-- Opening Marker --
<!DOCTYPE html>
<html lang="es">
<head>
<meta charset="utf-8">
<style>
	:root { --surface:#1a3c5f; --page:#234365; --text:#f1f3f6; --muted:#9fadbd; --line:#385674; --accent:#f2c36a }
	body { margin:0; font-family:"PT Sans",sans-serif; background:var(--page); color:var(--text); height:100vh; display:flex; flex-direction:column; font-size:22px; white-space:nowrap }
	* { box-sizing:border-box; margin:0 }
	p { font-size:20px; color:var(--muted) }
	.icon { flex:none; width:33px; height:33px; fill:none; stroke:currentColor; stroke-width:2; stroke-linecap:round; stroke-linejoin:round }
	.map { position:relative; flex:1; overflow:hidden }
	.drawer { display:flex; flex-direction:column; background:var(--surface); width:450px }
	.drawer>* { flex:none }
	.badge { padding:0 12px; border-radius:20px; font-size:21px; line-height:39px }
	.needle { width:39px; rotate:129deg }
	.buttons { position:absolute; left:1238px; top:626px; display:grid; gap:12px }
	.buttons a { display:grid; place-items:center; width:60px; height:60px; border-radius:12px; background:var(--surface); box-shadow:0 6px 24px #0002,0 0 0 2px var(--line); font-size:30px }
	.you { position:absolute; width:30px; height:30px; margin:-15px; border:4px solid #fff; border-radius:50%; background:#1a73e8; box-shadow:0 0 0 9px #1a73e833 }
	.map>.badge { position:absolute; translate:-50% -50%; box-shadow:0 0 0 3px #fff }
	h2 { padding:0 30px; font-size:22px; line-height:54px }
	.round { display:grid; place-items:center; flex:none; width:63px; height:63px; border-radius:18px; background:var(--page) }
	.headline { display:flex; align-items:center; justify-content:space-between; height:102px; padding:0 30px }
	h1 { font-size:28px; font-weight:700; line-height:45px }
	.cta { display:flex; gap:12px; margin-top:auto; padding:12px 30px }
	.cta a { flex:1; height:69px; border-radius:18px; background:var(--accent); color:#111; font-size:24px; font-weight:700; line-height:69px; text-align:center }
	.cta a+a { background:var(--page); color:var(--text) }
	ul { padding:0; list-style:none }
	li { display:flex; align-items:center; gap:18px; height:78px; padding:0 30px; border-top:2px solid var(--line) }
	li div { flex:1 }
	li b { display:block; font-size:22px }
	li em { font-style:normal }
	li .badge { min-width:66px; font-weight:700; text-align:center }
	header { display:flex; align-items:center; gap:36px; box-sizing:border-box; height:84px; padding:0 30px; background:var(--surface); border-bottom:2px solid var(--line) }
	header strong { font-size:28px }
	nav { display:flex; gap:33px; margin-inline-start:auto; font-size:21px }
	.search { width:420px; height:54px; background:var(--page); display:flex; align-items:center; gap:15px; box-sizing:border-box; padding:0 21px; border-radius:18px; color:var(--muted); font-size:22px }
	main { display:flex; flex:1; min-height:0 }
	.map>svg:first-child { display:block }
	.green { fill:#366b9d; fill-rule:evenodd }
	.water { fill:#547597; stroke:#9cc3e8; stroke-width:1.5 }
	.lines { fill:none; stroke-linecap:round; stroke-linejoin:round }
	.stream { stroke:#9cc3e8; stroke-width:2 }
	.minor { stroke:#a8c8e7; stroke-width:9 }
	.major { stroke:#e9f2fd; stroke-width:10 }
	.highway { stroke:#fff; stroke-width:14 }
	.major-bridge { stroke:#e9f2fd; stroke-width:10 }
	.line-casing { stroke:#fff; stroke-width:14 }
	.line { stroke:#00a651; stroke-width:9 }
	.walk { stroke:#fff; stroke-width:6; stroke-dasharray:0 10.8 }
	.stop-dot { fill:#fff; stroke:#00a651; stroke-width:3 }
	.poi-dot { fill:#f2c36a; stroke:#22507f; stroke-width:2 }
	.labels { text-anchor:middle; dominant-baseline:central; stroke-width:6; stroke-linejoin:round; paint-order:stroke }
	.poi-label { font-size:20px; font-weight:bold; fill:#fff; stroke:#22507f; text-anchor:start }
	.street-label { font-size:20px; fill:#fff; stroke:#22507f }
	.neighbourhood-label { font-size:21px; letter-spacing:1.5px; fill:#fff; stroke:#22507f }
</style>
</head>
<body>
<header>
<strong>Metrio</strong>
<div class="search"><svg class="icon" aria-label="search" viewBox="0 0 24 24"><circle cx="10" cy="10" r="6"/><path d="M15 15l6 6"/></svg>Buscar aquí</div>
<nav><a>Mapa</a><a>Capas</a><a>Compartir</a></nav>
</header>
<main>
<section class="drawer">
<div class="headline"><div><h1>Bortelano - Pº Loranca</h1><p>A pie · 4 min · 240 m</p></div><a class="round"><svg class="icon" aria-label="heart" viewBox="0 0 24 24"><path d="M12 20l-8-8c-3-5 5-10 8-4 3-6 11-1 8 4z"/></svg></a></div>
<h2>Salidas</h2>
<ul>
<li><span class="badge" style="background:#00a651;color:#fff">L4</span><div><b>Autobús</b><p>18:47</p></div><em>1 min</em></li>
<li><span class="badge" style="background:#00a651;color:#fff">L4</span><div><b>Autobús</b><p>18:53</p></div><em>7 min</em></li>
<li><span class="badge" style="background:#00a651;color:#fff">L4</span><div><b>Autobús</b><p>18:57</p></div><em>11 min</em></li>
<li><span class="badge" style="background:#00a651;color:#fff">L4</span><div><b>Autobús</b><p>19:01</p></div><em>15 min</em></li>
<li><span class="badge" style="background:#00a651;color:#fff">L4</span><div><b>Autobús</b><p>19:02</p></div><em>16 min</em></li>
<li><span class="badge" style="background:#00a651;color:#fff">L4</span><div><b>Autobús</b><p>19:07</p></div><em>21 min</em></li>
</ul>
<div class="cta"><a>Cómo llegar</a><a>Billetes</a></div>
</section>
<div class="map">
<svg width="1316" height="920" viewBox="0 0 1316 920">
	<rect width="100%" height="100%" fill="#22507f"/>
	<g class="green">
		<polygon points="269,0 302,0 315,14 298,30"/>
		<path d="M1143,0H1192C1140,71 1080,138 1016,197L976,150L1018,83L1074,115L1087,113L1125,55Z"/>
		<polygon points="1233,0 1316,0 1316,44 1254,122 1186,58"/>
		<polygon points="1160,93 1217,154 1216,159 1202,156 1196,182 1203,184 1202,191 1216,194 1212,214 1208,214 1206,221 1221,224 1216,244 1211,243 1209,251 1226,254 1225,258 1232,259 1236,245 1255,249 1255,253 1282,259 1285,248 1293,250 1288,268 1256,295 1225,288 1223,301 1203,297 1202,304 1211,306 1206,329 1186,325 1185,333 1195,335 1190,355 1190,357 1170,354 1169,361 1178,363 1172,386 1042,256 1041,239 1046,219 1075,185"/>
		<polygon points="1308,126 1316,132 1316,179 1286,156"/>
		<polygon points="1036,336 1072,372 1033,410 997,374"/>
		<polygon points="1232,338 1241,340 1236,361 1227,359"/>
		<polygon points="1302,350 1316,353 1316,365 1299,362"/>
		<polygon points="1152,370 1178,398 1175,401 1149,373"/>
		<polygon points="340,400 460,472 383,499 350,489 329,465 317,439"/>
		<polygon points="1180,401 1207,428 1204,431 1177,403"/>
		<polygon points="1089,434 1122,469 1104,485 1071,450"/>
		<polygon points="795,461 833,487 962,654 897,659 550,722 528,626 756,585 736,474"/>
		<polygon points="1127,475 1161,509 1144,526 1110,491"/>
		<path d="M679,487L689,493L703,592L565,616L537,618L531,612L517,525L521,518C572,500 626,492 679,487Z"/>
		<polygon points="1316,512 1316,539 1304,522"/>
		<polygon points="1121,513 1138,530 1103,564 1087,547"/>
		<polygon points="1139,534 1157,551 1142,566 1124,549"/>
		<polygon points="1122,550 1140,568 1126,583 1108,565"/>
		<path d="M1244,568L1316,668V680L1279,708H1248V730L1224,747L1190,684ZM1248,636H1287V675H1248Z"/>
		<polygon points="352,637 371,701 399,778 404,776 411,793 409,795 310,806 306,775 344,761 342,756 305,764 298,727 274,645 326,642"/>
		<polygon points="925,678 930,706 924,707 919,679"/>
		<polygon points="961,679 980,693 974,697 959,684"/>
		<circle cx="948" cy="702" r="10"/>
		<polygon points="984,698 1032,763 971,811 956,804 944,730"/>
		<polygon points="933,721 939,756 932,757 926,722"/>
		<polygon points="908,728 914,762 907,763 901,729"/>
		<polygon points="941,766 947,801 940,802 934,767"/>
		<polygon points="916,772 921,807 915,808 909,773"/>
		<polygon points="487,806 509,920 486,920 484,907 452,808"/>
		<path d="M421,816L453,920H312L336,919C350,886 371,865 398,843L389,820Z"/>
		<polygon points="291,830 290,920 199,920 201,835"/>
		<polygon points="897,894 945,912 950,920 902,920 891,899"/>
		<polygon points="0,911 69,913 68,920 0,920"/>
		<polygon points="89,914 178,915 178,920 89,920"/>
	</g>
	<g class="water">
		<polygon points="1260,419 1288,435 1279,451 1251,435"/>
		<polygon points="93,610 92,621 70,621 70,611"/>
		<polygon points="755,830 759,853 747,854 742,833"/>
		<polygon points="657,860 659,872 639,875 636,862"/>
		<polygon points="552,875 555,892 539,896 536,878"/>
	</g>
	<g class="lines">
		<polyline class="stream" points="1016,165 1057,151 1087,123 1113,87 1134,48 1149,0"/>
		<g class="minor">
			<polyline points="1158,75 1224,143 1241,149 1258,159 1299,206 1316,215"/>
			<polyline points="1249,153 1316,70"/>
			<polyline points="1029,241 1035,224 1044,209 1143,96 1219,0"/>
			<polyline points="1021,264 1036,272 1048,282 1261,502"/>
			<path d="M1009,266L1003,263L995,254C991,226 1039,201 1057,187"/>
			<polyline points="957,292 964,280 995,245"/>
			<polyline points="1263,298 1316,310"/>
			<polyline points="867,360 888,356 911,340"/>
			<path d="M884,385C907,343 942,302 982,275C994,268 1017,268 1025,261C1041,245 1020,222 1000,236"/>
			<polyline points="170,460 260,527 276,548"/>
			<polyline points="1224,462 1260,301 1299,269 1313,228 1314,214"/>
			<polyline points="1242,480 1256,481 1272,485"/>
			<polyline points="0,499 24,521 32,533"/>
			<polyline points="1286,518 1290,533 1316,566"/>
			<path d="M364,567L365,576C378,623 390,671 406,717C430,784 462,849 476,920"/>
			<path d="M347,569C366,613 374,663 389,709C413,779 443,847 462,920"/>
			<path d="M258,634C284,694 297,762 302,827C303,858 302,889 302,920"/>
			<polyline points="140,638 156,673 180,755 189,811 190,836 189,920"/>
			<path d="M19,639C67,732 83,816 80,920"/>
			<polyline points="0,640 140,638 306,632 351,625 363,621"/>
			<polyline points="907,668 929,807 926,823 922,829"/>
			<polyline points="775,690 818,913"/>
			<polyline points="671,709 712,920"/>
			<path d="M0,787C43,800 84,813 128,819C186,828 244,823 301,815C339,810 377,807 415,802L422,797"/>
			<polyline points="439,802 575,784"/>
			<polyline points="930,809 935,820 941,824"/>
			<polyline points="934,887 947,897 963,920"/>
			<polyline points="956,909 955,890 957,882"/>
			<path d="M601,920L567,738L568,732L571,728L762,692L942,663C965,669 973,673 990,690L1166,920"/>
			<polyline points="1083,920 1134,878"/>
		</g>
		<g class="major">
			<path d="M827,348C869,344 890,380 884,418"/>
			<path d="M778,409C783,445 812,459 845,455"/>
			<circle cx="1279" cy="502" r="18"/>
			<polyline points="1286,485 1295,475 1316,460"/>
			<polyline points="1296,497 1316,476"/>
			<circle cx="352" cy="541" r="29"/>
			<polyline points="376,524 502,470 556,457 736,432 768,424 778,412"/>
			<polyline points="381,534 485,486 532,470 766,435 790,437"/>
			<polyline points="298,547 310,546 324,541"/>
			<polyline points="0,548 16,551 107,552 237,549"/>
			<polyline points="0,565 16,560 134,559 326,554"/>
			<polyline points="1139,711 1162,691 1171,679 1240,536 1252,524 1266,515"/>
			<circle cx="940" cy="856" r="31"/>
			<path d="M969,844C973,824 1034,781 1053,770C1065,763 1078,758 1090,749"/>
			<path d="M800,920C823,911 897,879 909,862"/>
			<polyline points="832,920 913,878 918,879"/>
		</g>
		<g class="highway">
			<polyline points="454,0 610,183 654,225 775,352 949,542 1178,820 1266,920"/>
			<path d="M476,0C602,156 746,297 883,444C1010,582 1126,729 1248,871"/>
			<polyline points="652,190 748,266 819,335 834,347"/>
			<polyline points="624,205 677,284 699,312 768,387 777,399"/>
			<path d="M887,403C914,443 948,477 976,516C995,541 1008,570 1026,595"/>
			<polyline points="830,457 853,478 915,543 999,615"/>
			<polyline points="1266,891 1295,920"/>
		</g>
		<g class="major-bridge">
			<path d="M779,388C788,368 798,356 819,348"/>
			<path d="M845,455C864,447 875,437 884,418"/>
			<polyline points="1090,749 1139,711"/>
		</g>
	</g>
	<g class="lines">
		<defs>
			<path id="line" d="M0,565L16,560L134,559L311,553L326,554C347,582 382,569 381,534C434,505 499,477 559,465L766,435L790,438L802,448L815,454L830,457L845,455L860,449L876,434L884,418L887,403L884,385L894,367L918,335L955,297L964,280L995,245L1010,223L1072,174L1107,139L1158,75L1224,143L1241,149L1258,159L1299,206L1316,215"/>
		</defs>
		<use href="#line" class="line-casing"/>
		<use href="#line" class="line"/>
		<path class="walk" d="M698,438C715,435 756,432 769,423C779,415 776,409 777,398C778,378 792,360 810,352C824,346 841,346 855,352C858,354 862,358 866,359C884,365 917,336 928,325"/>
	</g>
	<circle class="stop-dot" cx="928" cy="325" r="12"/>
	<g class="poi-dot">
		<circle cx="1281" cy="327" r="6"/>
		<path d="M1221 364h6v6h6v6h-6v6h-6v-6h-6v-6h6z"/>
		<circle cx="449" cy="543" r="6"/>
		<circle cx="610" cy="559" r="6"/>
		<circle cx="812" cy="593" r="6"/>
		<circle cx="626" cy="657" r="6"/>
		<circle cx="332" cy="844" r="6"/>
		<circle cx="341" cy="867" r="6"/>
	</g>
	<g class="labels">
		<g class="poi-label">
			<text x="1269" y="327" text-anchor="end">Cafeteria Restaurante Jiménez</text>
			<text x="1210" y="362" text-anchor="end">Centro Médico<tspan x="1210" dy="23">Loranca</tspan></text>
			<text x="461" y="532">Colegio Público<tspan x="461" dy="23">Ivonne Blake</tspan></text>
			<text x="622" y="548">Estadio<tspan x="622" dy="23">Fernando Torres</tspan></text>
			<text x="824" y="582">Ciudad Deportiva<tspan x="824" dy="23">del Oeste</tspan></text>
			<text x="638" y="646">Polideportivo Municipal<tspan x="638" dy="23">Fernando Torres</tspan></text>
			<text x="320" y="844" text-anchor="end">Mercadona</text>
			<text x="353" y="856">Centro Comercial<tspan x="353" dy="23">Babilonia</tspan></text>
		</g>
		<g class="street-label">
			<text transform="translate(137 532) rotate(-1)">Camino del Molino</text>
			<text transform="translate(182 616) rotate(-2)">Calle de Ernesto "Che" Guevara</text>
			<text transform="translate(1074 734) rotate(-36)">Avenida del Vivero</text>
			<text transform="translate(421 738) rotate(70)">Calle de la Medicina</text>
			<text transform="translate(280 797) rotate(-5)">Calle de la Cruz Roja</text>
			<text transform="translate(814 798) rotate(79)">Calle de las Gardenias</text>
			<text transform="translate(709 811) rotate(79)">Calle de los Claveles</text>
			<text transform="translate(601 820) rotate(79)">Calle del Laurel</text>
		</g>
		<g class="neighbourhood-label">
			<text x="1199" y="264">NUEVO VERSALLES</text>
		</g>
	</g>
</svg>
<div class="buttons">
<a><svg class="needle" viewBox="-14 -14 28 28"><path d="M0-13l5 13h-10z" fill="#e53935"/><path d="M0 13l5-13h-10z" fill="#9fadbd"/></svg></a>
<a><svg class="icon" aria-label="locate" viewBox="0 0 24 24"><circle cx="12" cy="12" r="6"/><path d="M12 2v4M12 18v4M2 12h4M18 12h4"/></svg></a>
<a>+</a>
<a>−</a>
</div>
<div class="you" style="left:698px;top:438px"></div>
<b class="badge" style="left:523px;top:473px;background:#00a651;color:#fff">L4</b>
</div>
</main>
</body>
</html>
-- Closing Marker --
◆ **YOUR OBJECTIVE**: Out of the entries above, write out only the lines between the line holding "display:grid; place-items:center; flex:none;" and the line holding "display:flex; align-items:center; justify-content:space-between;", inclusive, each exactly as given.

◆ **EXPECTED ANSWER**:
	.round { display:grid; place-items:center; flex:none; width:63px; height:63px; border-radius:18px; background:var(--page) }
	.headline { display:flex; align-items:center; justify-content:space-between; height:102px; padding:0 30px }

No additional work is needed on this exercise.